MATERIAL FOR THE TASK START

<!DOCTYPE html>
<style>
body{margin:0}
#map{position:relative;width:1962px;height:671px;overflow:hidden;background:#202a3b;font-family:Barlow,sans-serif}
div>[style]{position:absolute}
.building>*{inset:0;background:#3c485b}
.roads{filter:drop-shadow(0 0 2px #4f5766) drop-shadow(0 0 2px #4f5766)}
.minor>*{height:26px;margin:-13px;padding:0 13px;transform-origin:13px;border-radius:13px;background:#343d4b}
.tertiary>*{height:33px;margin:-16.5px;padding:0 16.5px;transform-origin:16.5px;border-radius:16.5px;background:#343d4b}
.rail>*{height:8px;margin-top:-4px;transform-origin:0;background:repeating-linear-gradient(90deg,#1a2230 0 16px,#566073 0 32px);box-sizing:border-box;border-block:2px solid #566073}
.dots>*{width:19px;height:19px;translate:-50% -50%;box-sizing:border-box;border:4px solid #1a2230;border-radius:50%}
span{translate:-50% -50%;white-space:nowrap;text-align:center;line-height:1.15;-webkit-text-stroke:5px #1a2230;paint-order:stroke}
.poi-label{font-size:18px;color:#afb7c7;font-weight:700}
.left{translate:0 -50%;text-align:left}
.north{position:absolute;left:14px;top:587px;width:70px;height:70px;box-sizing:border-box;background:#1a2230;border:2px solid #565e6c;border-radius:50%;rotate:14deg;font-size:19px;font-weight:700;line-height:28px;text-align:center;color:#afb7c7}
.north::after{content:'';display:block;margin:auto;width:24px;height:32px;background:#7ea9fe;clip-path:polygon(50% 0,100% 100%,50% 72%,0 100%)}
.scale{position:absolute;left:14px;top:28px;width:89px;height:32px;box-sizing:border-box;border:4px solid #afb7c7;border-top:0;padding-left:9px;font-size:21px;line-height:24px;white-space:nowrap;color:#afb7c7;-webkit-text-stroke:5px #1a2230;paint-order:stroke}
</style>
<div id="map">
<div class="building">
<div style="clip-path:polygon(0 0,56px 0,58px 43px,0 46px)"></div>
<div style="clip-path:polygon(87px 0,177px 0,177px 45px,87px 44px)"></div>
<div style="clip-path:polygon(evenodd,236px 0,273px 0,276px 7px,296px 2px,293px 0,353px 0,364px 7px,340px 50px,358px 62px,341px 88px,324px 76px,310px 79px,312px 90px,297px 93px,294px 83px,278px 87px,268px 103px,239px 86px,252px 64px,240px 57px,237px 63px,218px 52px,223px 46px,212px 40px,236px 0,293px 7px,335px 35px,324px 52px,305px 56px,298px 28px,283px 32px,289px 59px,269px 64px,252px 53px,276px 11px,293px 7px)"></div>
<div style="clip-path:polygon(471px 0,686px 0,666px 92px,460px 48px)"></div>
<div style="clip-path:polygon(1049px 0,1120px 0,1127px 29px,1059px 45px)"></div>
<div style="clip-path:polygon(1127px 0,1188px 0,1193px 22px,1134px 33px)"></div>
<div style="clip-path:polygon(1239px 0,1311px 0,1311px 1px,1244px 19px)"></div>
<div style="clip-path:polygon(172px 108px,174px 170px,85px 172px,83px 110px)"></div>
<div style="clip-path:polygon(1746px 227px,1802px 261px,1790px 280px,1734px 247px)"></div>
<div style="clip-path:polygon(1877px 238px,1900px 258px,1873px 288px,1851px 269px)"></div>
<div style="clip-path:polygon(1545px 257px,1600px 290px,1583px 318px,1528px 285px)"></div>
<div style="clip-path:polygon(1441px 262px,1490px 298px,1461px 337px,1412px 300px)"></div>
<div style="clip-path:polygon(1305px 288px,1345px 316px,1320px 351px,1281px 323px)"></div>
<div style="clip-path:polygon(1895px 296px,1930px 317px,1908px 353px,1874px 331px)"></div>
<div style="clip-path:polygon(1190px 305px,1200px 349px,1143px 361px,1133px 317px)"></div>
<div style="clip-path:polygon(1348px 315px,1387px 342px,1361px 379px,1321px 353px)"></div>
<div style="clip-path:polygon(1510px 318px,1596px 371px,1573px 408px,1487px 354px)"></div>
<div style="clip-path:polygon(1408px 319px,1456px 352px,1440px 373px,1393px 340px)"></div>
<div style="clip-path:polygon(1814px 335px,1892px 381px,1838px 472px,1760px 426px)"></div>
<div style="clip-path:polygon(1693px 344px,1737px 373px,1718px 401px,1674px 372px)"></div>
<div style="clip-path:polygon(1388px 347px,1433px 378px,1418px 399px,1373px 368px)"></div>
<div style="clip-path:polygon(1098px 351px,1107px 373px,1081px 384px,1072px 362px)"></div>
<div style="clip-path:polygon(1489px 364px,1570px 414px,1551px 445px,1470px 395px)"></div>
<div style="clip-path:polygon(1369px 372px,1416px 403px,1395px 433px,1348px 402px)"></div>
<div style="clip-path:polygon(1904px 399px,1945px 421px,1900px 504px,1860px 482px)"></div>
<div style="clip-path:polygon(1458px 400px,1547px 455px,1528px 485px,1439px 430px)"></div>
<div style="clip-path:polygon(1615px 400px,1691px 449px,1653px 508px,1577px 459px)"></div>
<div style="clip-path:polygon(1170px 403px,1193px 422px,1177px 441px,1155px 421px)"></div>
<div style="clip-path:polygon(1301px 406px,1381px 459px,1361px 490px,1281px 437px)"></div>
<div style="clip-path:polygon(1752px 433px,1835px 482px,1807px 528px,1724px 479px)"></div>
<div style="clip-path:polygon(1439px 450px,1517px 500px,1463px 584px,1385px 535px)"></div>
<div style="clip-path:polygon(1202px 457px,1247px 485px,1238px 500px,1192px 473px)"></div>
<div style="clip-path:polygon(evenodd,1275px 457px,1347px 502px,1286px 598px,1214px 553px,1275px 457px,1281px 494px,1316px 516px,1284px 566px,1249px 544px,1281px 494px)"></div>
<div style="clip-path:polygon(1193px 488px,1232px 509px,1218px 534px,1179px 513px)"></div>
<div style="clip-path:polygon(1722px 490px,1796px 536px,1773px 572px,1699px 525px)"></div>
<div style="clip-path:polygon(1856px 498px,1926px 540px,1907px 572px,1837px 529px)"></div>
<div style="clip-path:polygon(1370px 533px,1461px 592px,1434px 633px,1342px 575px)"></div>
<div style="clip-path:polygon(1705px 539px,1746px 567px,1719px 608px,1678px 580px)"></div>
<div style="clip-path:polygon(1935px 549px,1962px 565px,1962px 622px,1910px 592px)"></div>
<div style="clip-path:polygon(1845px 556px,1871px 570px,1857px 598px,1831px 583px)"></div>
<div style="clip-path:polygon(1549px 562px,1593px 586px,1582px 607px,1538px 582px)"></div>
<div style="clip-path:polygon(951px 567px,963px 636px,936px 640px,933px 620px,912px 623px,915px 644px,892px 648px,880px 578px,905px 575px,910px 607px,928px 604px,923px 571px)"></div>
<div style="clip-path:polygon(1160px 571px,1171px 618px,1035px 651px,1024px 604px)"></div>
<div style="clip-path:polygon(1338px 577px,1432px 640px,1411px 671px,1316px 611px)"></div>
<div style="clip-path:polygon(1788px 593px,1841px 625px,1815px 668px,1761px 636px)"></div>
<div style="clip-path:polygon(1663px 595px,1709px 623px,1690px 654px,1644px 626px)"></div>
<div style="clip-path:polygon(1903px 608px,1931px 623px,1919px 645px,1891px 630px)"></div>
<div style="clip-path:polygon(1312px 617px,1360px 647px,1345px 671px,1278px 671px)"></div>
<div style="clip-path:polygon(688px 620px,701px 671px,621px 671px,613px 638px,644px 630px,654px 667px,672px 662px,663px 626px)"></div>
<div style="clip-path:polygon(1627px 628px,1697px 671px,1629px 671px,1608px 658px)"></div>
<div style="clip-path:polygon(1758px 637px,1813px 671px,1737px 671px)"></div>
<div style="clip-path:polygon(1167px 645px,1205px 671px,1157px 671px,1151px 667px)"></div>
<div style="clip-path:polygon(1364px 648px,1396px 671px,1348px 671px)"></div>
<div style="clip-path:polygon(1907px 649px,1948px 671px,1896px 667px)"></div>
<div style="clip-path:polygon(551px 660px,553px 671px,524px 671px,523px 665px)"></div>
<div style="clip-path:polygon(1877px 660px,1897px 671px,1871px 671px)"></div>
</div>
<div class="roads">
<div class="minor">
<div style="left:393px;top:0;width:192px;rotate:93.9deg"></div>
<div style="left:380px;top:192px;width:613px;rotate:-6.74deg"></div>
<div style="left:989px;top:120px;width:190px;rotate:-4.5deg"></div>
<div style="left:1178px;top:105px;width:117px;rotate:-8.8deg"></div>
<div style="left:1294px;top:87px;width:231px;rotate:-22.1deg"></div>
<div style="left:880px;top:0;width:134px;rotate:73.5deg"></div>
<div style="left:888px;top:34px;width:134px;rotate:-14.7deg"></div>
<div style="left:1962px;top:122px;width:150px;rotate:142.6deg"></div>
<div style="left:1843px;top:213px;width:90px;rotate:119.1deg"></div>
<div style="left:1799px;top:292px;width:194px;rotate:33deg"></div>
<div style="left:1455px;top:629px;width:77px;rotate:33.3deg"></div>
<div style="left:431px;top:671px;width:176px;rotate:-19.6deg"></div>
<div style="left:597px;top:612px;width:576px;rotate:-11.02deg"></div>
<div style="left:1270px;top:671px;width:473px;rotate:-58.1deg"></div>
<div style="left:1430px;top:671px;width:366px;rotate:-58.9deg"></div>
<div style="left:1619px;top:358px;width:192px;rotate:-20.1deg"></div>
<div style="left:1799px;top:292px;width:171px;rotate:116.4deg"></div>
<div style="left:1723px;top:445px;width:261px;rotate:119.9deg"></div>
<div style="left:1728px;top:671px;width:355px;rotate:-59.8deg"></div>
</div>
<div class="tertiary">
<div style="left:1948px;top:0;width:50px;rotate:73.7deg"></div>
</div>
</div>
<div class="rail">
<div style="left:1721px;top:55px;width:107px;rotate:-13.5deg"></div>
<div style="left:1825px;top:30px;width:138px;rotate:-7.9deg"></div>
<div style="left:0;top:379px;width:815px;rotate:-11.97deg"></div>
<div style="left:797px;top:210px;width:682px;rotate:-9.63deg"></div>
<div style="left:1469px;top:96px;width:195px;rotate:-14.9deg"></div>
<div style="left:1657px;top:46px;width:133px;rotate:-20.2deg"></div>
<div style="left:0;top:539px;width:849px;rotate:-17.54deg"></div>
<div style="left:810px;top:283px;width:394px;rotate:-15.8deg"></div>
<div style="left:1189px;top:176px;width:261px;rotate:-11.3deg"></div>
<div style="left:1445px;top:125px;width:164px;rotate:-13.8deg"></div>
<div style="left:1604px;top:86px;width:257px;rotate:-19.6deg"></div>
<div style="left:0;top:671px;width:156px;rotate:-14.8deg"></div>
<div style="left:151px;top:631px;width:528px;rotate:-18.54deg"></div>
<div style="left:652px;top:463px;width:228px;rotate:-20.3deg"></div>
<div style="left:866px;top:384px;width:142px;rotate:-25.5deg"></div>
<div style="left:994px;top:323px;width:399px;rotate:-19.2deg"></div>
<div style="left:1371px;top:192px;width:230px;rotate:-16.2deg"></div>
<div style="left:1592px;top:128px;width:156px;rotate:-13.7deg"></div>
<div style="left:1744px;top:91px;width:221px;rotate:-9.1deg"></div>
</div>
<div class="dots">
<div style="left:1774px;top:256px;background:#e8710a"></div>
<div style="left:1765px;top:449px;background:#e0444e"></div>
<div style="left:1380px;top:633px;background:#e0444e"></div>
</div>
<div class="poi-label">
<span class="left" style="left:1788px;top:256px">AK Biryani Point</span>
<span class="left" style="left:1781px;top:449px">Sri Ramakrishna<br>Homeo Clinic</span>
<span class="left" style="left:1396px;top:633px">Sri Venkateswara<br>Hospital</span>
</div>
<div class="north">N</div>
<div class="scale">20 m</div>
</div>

MATERIAL FOR THE TASK END

# EXERCISE BRIEF:
Retype every line up to and including the one that contains "2px #4f5766) drop-shadow(0", beginning at the first line of the records, with no edits.

# SOLUTION:
<!DOCTYPE html>
<style>
body{margin:0}
#map{position:relative;width:1962px;height:671px;overflow:hidden;background:#202a3b;font-family:Barlow,sans-serif}
div>[style]{position:absolute}
.building>*{inset:0;background:#3c485b}
.roads{filter:drop-shadow(0 0 2px #4f5766) drop-shadow(0 0 2px #4f5766)}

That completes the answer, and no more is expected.